Stored data entries.
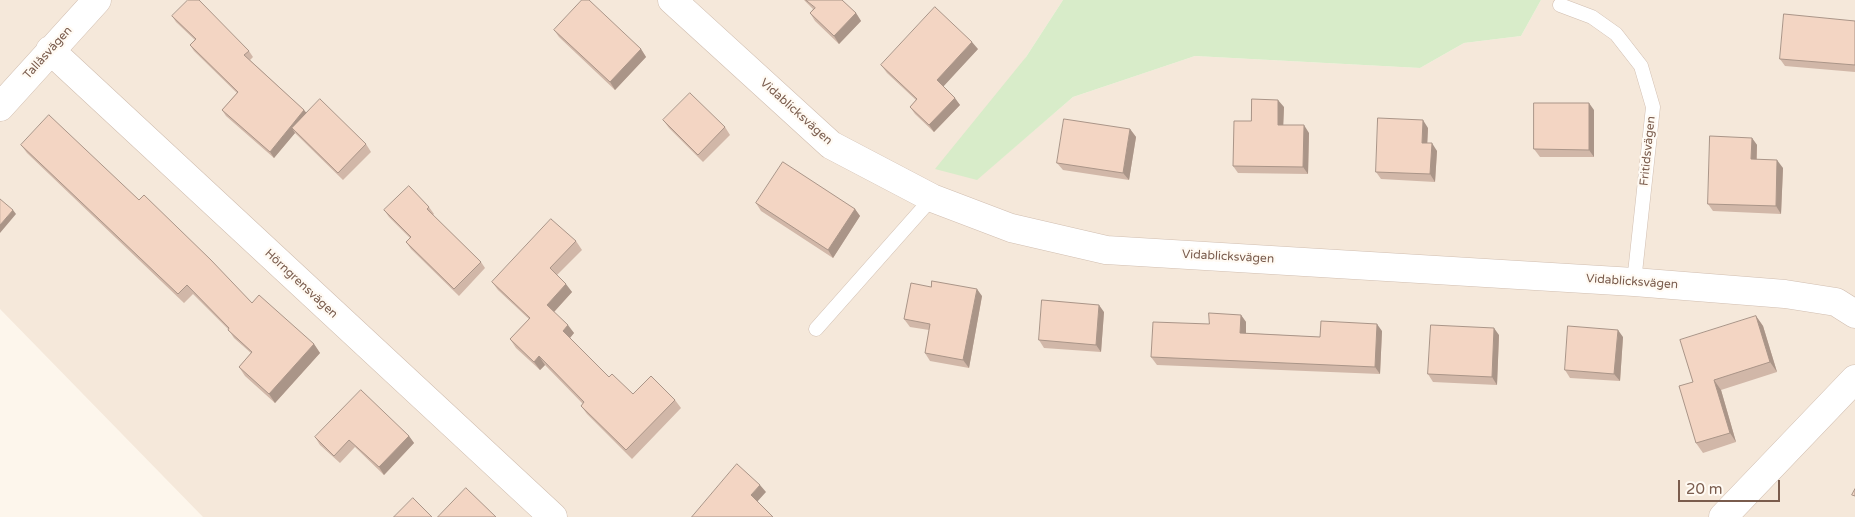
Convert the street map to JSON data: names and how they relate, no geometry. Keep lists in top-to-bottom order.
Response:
{
  "streets": {
    "street": ["Tallåsvägen", "Vidablicksvägen", "Hörngrensvägen"],
    "lane": ["Fritidsvägen"]
  },
  "crossings": [
    ["Tallåsvägen", "Hörngrensvägen"],
    ["Vidablicksvägen", "Fritidsvägen"]
  ],
  "scale_bar": "20 m"
}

YOUR TASK.
Reproduce each line of the records exactly, omitting any picture.

RESULT OF THE TASK.
Convert the street map to JSON data: names and how they relate, no geometry. Keep lists in top-to-bottom order.
Response:
{
  "streets": {
    "street": ["Tallåsvägen", "Vidablicksvägen", "Hörngrensvägen"],
    "lane": ["Fritidsvägen"]
  },
  "crossings": [
    ["Tallåsvägen", "Hörngrensvägen"],
    ["Vidablicksvägen", "Fritidsvägen"]
  ],
  "scale_bar": "20 m"
}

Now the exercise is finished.